# Instructions for the task
When you return the lines below, go from the first through the line with "0 #b4b7c1) drop-shadow(-1px", keep them exact, and leave out every picture.
== Provided records ==
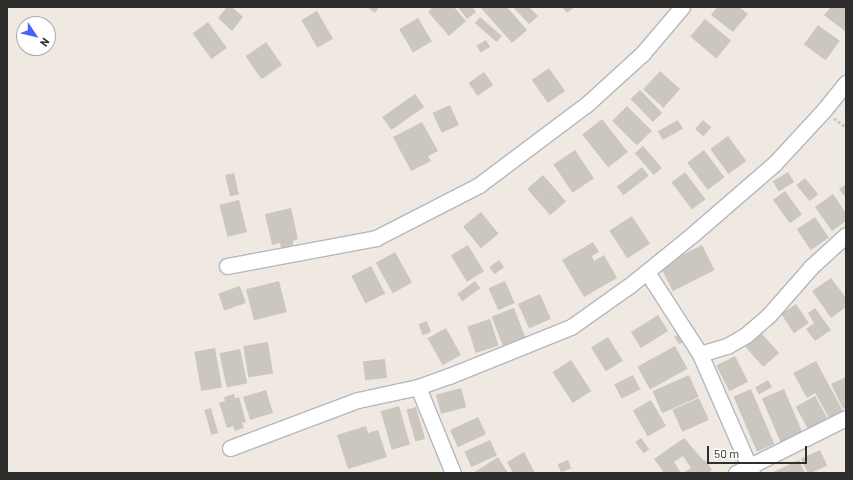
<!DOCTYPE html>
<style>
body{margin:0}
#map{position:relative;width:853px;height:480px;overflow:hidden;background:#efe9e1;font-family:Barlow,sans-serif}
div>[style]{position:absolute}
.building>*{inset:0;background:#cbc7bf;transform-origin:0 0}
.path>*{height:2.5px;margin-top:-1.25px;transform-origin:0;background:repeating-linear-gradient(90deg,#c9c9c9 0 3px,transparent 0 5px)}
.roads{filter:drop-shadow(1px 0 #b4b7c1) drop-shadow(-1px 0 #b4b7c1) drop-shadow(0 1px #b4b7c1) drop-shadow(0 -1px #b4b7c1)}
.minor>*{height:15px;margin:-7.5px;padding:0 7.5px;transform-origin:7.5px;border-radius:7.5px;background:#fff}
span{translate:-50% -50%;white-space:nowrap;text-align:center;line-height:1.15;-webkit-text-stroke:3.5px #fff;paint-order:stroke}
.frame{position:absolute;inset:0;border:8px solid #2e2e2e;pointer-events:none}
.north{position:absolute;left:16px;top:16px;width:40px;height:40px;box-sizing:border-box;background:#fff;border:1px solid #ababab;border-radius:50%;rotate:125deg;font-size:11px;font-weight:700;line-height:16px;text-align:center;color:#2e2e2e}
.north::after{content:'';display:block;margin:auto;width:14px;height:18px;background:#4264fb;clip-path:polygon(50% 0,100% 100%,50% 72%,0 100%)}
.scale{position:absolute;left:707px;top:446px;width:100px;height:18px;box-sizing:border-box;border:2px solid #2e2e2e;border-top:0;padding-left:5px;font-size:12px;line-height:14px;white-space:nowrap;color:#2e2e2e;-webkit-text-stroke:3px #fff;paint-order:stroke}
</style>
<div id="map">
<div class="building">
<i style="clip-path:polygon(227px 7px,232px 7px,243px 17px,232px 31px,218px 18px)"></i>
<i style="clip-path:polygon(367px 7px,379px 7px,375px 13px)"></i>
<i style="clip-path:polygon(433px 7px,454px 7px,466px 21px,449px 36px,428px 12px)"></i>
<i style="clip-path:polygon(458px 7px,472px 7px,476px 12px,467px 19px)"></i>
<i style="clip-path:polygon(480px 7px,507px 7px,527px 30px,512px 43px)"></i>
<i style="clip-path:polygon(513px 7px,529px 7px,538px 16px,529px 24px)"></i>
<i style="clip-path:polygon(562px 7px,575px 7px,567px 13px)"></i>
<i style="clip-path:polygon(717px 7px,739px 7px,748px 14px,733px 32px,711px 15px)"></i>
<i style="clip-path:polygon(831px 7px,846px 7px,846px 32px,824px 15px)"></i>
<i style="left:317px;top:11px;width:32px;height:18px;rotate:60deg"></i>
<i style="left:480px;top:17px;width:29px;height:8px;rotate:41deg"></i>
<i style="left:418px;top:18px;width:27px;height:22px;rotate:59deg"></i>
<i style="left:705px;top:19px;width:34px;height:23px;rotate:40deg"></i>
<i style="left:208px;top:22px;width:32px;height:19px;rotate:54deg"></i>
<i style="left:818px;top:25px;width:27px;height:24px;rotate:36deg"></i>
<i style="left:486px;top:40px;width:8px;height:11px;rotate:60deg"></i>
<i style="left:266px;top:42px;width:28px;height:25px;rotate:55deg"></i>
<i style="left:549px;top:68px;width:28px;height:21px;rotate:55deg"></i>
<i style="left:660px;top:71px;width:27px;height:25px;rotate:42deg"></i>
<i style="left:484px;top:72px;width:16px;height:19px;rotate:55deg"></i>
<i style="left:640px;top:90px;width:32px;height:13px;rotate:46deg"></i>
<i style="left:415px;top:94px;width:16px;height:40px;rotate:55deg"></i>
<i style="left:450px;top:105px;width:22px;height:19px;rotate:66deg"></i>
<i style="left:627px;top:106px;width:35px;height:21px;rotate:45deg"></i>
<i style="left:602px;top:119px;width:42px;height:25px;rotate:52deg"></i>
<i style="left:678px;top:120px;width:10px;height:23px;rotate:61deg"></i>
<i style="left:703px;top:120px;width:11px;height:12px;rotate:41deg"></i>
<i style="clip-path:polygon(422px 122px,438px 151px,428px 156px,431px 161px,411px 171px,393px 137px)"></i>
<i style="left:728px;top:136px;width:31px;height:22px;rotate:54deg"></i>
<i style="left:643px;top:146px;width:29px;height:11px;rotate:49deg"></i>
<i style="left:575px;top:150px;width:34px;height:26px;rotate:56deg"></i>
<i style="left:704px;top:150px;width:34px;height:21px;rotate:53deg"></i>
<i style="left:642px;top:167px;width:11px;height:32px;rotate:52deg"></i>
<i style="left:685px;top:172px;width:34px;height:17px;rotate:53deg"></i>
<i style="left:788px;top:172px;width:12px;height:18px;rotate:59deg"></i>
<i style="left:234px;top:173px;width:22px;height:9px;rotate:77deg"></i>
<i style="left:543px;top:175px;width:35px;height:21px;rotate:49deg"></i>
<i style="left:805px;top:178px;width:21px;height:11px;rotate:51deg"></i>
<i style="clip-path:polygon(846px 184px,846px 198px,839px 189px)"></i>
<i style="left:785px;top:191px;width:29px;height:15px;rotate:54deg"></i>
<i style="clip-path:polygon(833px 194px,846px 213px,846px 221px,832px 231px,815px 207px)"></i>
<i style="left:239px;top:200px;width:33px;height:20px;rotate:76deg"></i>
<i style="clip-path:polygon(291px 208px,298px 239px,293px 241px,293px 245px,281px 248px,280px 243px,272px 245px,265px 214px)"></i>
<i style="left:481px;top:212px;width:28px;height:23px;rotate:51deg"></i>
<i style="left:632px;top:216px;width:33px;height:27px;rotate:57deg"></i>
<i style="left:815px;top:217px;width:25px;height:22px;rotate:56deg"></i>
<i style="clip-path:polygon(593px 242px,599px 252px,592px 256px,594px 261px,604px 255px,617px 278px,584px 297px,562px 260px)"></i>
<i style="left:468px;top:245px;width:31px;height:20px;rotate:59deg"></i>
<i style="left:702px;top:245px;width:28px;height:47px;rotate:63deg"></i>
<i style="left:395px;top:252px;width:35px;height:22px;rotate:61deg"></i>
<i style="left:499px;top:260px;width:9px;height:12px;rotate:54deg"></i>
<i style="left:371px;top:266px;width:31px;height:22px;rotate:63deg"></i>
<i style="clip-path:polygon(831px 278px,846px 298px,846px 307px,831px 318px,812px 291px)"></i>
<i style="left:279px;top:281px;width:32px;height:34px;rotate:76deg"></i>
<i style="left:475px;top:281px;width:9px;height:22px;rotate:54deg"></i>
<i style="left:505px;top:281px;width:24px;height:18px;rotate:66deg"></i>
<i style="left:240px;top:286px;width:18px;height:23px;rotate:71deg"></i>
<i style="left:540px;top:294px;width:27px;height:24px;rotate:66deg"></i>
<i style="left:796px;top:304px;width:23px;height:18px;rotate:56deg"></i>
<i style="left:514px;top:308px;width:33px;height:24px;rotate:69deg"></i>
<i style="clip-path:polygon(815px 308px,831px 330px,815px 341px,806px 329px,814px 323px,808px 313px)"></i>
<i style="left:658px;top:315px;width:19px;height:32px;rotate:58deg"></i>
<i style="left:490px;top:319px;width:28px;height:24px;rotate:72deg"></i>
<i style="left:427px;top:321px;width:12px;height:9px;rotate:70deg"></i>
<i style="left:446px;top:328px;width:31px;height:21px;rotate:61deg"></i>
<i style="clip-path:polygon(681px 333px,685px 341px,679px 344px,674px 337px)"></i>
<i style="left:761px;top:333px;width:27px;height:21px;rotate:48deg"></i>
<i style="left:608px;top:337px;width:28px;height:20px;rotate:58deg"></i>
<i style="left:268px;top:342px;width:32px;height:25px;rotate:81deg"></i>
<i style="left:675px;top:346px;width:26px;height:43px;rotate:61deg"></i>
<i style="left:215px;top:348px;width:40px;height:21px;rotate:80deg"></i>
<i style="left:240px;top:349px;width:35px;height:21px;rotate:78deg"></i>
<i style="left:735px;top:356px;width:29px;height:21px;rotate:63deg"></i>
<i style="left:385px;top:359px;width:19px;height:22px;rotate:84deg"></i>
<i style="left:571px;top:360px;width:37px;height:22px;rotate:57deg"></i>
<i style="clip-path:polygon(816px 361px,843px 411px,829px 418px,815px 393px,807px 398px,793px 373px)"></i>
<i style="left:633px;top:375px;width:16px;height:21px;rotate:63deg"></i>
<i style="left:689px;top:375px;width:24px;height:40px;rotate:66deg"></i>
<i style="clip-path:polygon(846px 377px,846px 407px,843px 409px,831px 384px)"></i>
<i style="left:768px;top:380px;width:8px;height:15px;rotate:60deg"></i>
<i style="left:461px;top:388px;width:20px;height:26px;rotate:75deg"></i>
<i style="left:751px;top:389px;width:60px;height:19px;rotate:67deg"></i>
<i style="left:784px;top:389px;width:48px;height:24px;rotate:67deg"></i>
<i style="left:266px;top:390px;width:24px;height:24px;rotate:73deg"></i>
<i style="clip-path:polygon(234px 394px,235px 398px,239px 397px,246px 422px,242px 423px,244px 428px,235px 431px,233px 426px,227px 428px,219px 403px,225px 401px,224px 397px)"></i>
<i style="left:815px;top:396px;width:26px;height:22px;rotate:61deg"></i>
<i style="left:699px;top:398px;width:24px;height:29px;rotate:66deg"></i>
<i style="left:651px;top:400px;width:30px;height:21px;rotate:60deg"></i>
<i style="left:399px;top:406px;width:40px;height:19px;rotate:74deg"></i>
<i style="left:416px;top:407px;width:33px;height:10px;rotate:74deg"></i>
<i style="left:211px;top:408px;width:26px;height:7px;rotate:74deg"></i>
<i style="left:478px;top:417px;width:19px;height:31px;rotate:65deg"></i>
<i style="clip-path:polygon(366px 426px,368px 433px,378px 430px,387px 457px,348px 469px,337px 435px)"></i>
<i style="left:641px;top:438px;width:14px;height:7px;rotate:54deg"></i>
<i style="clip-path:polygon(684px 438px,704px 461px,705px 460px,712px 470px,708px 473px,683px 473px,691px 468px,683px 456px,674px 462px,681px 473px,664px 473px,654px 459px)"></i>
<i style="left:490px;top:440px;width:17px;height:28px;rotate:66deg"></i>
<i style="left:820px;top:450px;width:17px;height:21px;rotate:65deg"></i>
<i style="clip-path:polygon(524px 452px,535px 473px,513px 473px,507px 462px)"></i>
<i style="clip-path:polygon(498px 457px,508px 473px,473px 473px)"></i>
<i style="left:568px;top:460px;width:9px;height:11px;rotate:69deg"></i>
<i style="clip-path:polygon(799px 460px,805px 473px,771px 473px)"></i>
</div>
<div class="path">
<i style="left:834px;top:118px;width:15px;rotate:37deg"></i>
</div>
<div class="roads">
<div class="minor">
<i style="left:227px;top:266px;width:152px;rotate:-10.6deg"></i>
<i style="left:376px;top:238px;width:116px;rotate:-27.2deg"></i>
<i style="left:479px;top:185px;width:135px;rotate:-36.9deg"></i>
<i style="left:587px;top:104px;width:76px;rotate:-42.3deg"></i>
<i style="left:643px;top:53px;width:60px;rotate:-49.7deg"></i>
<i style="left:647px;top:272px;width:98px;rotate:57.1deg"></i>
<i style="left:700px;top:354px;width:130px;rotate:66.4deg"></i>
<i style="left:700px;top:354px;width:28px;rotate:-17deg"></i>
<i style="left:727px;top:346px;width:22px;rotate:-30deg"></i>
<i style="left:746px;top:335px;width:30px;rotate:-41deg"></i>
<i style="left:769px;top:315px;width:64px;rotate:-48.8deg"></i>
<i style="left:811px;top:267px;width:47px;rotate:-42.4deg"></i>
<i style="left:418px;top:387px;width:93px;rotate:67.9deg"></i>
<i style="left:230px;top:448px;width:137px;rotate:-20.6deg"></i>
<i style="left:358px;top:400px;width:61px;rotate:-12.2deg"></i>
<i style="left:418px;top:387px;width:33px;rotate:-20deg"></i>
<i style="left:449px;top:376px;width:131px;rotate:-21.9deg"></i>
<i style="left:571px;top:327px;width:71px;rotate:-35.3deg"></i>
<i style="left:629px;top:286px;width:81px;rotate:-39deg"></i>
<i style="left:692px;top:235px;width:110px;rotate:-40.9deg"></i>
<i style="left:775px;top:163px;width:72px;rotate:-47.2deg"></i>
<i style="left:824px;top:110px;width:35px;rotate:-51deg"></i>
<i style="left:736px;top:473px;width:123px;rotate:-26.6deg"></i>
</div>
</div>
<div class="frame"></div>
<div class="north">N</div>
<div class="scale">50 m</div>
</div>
===
# Written reply
<!DOCTYPE html>
<style>
body{margin:0}
#map{position:relative;width:853px;height:480px;overflow:hidden;background:#efe9e1;font-family:Barlow,sans-serif}
div>[style]{position:absolute}
.building>*{inset:0;background:#cbc7bf;transform-origin:0 0}
.path>*{height:2.5px;margin-top:-1.25px;transform-origin:0;background:repeating-linear-gradient(90deg,#c9c9c9 0 3px,transparent 0 5px)}
.roads{filter:drop-shadow(1px 0 #b4b7c1) drop-shadow(-1px 0 #b4b7c1) drop-shadow(0 1px #b4b7c1) drop-shadow(0 -1px #b4b7c1)}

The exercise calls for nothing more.